The frigate was on the larboard tack, with her head to the north-east, and the wind blowing free; all sail was set, including lower and top-gallant studding sails. Only the stay-sails were stowed. They must have been going at eleven knots an hour!
The good abbé's first feeling was that of whole-hearted admiration for this masterpiece of naval architecture in full sail. Then he noticed that the frigate was moving. Next he looked around him,--and, finally, he uttered a cry of terror. The land of France looked no more than a cloud upon the horizon.... He regarded Bougainville with an expression in which was concentrated all the reproaches of a betrayed confidence.
"My dear fellow," said Bougainville, "it gave me so much pleasure to see you, my oldest and dearest comrade, that I resolved we would remain together as long as possible. ... I wanted a chaplain on board my frigate; I asked His Majesty to let you fill this post, and he graciously granted it, together with a stipend of a thousand crowns.... Here is your commission."
The Abbé Rémy flung a frightened glance at his appointment.
"But," he said, "where are we going?"
"Round the world, my dear man!"
"How long does it take to go round the world?"
"Oh, from three to three years and a half, more or less.... But reckon three and a half years rather than three."

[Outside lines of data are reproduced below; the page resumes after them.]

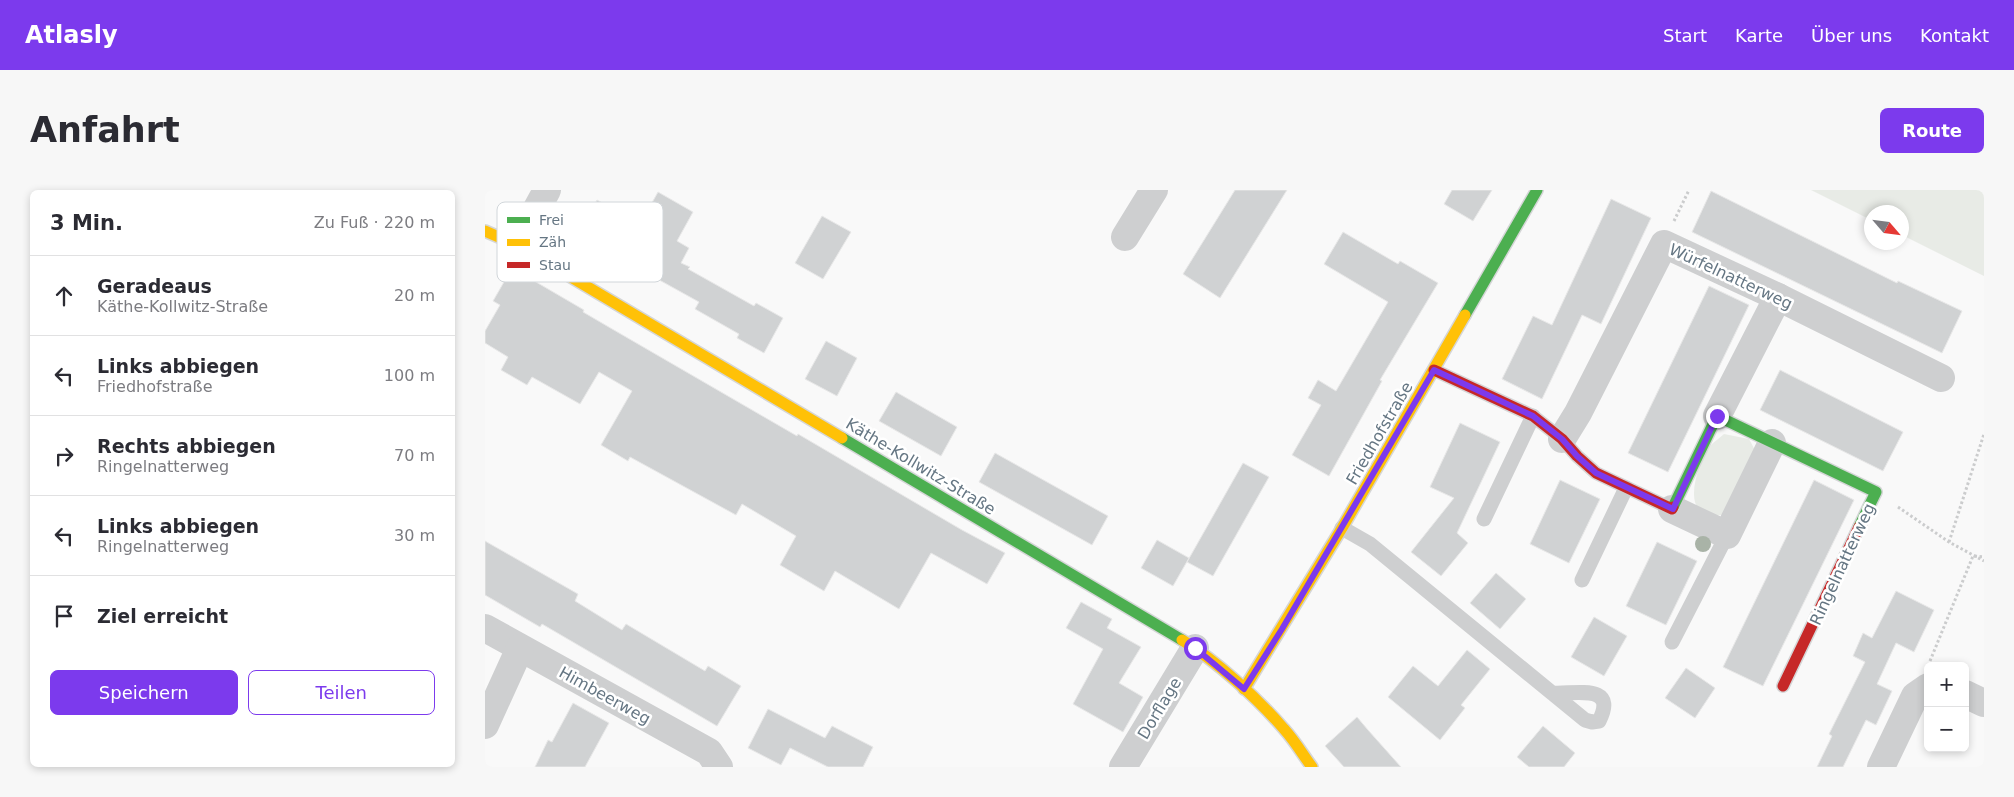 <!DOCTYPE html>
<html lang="de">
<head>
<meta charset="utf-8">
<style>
	:root { --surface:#fff; --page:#f7f7f7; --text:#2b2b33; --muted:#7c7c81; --line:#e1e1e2; --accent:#7c3aed }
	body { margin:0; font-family:"DejaVu Sans",sans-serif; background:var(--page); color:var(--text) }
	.controls { position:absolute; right:15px; bottom:15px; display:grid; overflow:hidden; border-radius:8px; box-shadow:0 2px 8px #0003 }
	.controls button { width:45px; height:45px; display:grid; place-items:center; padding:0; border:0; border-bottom:1px solid var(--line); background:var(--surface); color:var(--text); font:25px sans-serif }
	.compass { position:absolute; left:1379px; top:15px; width:45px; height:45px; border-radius:50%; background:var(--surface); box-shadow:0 2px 8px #0003; rotate:118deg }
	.stop { position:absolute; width:15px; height:15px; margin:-11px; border:4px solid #7c3aed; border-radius:50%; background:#fff }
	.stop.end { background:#7c3aed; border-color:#fff; box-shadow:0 1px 5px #0008 }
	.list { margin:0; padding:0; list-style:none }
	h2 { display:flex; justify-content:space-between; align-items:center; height:65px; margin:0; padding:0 20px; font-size:21px }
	h2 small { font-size:16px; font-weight:400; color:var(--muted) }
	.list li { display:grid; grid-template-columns:32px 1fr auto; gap:15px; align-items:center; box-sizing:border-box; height:80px; padding:0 20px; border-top:1px solid var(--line) }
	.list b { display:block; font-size:19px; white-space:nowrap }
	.list p { margin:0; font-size:16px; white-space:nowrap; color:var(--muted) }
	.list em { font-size:16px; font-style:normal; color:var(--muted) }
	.actions { display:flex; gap:10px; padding:15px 20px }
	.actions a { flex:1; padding:11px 0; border:1px solid var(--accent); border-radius:8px; text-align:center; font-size:18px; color:var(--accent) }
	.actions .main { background:var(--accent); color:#fff }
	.icon { flex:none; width:28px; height:28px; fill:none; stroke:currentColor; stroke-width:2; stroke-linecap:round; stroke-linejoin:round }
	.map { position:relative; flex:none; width:1499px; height:577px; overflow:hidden; border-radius:8px }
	header { display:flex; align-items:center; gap:30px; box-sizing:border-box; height:70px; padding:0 25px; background:var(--accent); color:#fff }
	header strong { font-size:24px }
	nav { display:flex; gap:28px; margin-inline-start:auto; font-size:18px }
	.intro { display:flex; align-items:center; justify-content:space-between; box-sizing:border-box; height:120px; padding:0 30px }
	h1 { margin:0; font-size:35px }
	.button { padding:12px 22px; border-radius:8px; background:var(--accent); color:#fff; font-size:18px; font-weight:700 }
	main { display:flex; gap:30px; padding:0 30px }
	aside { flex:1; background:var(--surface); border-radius:8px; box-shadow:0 2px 8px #0003 }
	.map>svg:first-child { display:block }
	.green { fill:#e8ebe6 }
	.building { fill:#d0d2d3; stroke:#e8e8e8 }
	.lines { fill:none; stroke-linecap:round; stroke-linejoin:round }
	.fast-casing { stroke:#d5d6d7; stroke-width:14 }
	.slow-casing { stroke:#d5d6d7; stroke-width:14 }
	.jam-casing { stroke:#d5d6d7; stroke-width:14 }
	.path { stroke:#cbcccd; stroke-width:3; stroke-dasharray:2.5 2.5; stroke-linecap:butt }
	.lane { stroke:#cecfd0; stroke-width:15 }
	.street { stroke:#cecfd0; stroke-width:28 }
	.fast { stroke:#4caf50; stroke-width:11 }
	.slow { stroke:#ffc107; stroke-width:11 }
	.jam { stroke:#c62828; stroke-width:11 }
	.tree { fill:#a9b3a7 }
	.route { stroke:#7c3aed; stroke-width:6 }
	.labels { text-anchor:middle; stroke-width:5; stroke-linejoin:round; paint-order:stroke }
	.street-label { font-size:16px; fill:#657683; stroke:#fff }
	.key { fill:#fff; stroke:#d1d6da; stroke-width:1 }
	.key-label { font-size:14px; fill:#657683 }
</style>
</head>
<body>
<header>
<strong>Atlasly</strong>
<nav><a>Start</a><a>Karte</a><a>Über uns</a><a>Kontakt</a></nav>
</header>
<div class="intro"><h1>Anfahrt</h1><a class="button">Route</a></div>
<main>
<aside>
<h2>3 Min.<small>Zu Fuß · 220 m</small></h2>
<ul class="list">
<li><svg class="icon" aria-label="ahead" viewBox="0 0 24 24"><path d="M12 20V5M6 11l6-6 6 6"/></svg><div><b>Geradeaus</b><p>Käthe-Kollwitz-Straße</p></div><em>20 m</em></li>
<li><svg class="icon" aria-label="left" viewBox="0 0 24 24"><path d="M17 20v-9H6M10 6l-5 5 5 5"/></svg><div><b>Links abbiegen</b><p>Friedhofstraße</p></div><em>100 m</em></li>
<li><svg class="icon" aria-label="right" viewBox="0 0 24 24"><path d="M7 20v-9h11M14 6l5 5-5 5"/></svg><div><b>Rechts abbiegen</b><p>Ringelnatterweg</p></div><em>70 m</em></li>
<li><svg class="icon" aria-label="left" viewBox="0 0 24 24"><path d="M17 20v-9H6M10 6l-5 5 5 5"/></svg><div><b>Links abbiegen</b><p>Ringelnatterweg</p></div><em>30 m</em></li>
<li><svg class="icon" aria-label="arrive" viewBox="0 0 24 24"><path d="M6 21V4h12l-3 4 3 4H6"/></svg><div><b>Ziel erreicht</b></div></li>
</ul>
<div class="actions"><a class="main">Speichern</a><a>Teilen</a></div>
</aside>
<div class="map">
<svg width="1499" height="577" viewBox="0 0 1499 577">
	<rect width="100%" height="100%" fill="#f9f9f9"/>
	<g class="green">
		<path d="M1326,0H1499V86L1417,45L1416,22H1386V30Z"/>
		<path d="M1239,244L1264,249L1271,262L1242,324C1193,335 1209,282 1224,257C1228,252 1235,248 1239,244Z"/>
	</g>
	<g class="building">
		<path d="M750,0H802L735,108L698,84Z"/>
		<path d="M967,0H1007L988,31L959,14Z"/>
		<path d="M1226,1L1412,93L1413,91L1477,121L1457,163L1207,42Z"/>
		<path d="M173,2L208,22L192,51L204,58L196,73L205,77L203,79L269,116L271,113L298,128L279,163L252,148L254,144L210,119L214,112L93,45L112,10L155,34Z"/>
		<path d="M1126,9L1166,28L1116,134L1097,125L1057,209L1017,189L1048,126L1067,135Z"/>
		<path d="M337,26L366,42L338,89L310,73Z"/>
		<path d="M858,42L913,74L915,71L953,93L895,190L897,191L844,286L807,265L836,215L823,208L833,190L851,201L903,112L839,74Z"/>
		<path d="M27,78L99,120L98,122L122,136L312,246L313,244L477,340L520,363L502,394L446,363L414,419L350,381L339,401L295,375L311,346L257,314L251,325L145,267L143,271L116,255L147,201L114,182L95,214L47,187L42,195L16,180L23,167L0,153V141L15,115L8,111Z"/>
		<path d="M1224,96L1264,115L1183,282L1143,263Z"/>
		<path d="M341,151L372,168L352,206L320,189Z"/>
		<path d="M1295,180L1418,242L1398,281L1275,220Z"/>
		<path d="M411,202L472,237L456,266L394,231Z"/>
		<path d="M975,233L1015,252L972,343L983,353L956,386L926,362L969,308L945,297Z"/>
		<path d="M510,263L623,326L607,355L494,292Z"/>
		<path d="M758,273L784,287L728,386L702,372Z"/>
		<path d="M1075,290L1115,309L1084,373L1045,354Z"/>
		<path d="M1329,290L1369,310L1278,496L1238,477Z"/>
		<path d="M672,350L704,368L688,396L656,378Z"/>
		<path d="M0,351L93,404L90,411L137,440L141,434L220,481L223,476L256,496L232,536L57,434L55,437L0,405Z"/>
		<path d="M1172,352L1212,371L1181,435L1141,416Z"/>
		<path d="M1011,383L1041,409L1015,439L985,413Z"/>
		<path d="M1411,401L1449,420L1429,462L1411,453L1392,494L1407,501L1391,535L1381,530L1358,577H1332L1347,546L1344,544L1380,472L1368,466L1378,443L1387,448Z"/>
		<path d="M596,412L627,429L622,438L656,457L634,493L658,507L638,542L588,514L618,459L581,438Z"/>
		<path d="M1109,427L1142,446L1119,486L1086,467Z"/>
		<path d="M982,460L1005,479L976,515L980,518L955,550L903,507L928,476L953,496Z"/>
		<path d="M1201,478L1230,498L1210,528L1180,508Z"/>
		<path d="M88,513L124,533L100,577H50L63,550L67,552Z"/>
		<path d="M283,519L340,548L347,536L388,557L378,577H343L305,558L296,575L263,558Z"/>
		<path d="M872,527L883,540L916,577H859L840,556Z"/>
		<path d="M1058,536L1090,563L1079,577H1044L1032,567Z"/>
	</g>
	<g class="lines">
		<g class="fast-casing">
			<g id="fast">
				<path d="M980,125L1052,0"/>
				<path d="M357,248L697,450"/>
				<path d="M1188,317L1232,226L1391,302L1374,337"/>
			</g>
		</g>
		<g class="slow-casing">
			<g id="slow">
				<path d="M0,41L32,55L357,248"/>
				<path d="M697,450C732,471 773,509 799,539C810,551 818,565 827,577"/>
				<path d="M759,499L857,338L980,125"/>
			</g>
		</g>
		<g class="jam-casing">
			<g id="jam">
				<path d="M949,180L1048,226L1077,249L1092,266L1111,283L1187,319L1188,317"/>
				<path d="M1298,496L1374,337"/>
			</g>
		</g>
		<g class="path">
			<path d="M1189,31L1204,0"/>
			<path d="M1413,317L1464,352L1499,371"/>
			<path d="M1464,352L1499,244"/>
			<path d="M1445,471L1488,366L1499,367"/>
		</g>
		<g class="lane">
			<path d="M999,329L1048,226"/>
			<path d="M857,338L885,354L1100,530L1107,532L1114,531C1134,492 1087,505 1067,503"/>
			<path d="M1097,390L1141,298"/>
			<path d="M1187,452L1242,345"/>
		</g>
		<g class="street">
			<path d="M640,47L669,0"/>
			<path d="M32,55L62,0"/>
			<path d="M1232,226L1293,107"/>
			<path d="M1077,249L1093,223L1179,54L1293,107L1456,188"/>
			<path d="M1187,319L1242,345L1287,253"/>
			<path d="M0,438L224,562L234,577"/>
			<path d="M1480,504L1499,513"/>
			<path d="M0,535L35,458"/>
			<path d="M638,577L710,458"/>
			<path d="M1396,577L1430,506L1443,497"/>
		</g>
		<use href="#fast" class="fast"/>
		<use href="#slow" class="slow"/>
		<use href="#jam" class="jam"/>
	</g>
	<circle class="tree" cx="1218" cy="354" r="8"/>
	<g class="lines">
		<path class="route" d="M710,458L759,499L797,439L949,180L1048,226L1077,249L1092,266L1111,283L1188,319L1232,226"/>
	</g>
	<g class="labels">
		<g class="street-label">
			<text transform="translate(1246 86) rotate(25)" y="6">Würfelnatterweg</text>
			<text transform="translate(894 243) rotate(-60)" y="6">Friedhofstraße</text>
			<text transform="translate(436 276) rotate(31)" y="6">Käthe-Kollwitz-Straße</text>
			<text transform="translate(1357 374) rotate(-65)" y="6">Ringelnatterweg</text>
			<text transform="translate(120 505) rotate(29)" y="6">Himbeerweg</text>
			<text transform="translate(674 518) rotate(-59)" y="6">Dorflage</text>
		</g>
	</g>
	<rect x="12" y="12" width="166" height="80" rx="8" class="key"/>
	<rect x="22" y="27" width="23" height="6" fill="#4caf50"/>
	<rect x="22" y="49" width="23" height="7" fill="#ffc107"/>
	<rect x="22" y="72" width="23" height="6" fill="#c62828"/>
	<g class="key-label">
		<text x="54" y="35">Frei</text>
		<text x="54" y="57">Zäh</text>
		<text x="54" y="80">Stau</text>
	</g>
</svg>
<div class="controls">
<button>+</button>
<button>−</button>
</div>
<svg class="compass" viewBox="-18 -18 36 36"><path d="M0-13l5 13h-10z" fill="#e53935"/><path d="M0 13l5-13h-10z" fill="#7c7c81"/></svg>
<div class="stop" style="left:710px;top:458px"></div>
<div class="stop end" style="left:1232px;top:226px"></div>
</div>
</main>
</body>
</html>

The abbé fell back, overcome, against the raised stand of the officers' watch.
"Oh!" he murmured, "I shall never dare to appear before Marianne again!..."
"I promise to take you to the presbytery and to make your peace with her," said Bougainville.
On 15 May 1770, the frigate _Boudeuse_ re-entered the port of Saint-Malo. It was exactly three years and a half since she had left Havre; Bougainville was not a day out in his calculation. In that time she had been all round the world.
Heaven alone knows what passed at the first interview which took place between the Abbé Rémy and Marianne.